Date: Jul 22, 2014, 2:48 AM     (answered 29 July 2014)
From: Paul O.
Subject: RE: reply from Orange Papers

Thanks Orange,

I have been reading your reply a few times over the days and it has really helped.

I find myself questioning what I have tolerated in AA and relationships generally, the fog is clearing, and I get thoughts of 'that wasn't right' over many things that happened in AA and in other unhealthy relationships. I thought it would take a couple of days to de-programme but can see it will take longer.

I am very fortunate in that I can give myself time, I work from home, for myself and have set aside a few weeks to work at a steady pace, but focus on being good to myself. This is part of forgiving myself for beating myself up for so long. I didn't know any better, I did the best with the knowledge I had, and my intentions were always good. I will get active in areas like keeping fit and meeting new friends but I am currently coming off some meds in line with 'doctors orders' and just wanna chill — and that is OK!!

I 'dropped in' on a pro AA Facebook forum earlier and already I can see the group thinking, and the hi 5's when someone says the party line and the tut tut when someone doesn't get it quite 'right'. It is so controlling.
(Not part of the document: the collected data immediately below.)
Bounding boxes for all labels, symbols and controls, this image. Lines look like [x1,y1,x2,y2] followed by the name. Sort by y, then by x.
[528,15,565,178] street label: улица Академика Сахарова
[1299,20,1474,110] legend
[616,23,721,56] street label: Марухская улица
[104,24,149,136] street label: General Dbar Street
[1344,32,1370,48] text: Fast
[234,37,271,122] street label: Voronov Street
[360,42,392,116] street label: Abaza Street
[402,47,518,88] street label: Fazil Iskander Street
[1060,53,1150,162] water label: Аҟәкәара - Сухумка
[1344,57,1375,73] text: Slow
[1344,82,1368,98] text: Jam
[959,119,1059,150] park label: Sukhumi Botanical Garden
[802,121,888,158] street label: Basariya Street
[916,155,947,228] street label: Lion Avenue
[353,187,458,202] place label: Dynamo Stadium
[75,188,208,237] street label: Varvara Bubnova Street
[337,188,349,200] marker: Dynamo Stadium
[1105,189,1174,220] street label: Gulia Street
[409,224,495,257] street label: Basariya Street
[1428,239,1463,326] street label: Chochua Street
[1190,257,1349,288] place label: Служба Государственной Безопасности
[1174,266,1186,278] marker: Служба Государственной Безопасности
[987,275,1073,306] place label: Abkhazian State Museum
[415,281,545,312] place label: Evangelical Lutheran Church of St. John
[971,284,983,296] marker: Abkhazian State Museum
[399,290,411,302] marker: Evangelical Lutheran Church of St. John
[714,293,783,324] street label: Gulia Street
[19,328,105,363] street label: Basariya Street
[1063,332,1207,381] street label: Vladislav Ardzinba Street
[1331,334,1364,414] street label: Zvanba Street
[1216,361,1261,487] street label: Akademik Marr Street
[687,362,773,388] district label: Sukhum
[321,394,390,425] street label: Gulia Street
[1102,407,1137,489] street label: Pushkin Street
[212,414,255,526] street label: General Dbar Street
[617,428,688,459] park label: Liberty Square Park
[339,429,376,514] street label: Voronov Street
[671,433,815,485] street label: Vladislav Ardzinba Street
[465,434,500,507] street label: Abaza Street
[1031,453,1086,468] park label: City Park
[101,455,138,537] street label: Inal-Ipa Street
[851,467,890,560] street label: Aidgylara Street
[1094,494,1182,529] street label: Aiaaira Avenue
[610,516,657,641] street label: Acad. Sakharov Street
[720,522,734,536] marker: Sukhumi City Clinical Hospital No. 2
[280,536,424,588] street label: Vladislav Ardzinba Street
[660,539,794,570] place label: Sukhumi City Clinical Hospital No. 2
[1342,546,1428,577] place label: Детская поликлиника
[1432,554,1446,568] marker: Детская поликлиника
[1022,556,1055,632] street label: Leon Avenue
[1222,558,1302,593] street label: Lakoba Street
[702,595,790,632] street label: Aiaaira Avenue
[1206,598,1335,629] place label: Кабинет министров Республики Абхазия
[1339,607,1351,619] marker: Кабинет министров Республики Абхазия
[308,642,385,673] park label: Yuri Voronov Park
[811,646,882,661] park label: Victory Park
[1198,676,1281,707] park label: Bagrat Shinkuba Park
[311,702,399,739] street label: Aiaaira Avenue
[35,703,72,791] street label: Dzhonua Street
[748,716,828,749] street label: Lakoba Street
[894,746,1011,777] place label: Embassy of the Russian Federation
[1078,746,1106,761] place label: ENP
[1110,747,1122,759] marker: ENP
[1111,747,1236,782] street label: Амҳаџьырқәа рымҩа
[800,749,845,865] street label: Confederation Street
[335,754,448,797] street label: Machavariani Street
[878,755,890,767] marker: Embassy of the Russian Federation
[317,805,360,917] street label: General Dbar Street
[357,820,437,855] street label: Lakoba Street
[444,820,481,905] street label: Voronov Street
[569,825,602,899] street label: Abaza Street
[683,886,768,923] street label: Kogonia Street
Thanks for the response, I'll write to say hi from time to time, and wish you all the best.

Kind Regards

Paul O.
M: 07803 xxx xxx

Hello again Paul,

That sounds good. Definitely take some time to take care of yourself, and take it easy, and get better. That is what real recovery is.

And yes, isn't it amazing what you see when the fog clears? Sometimes groups of Steppers remind me of old Heironymous Bosch paintings. Bosch was one of the harshest critics of human failings and vanity and hypocrisy. (A photograph of Oxford Group members that reminds me of an Heironymous Bosch painting is here.)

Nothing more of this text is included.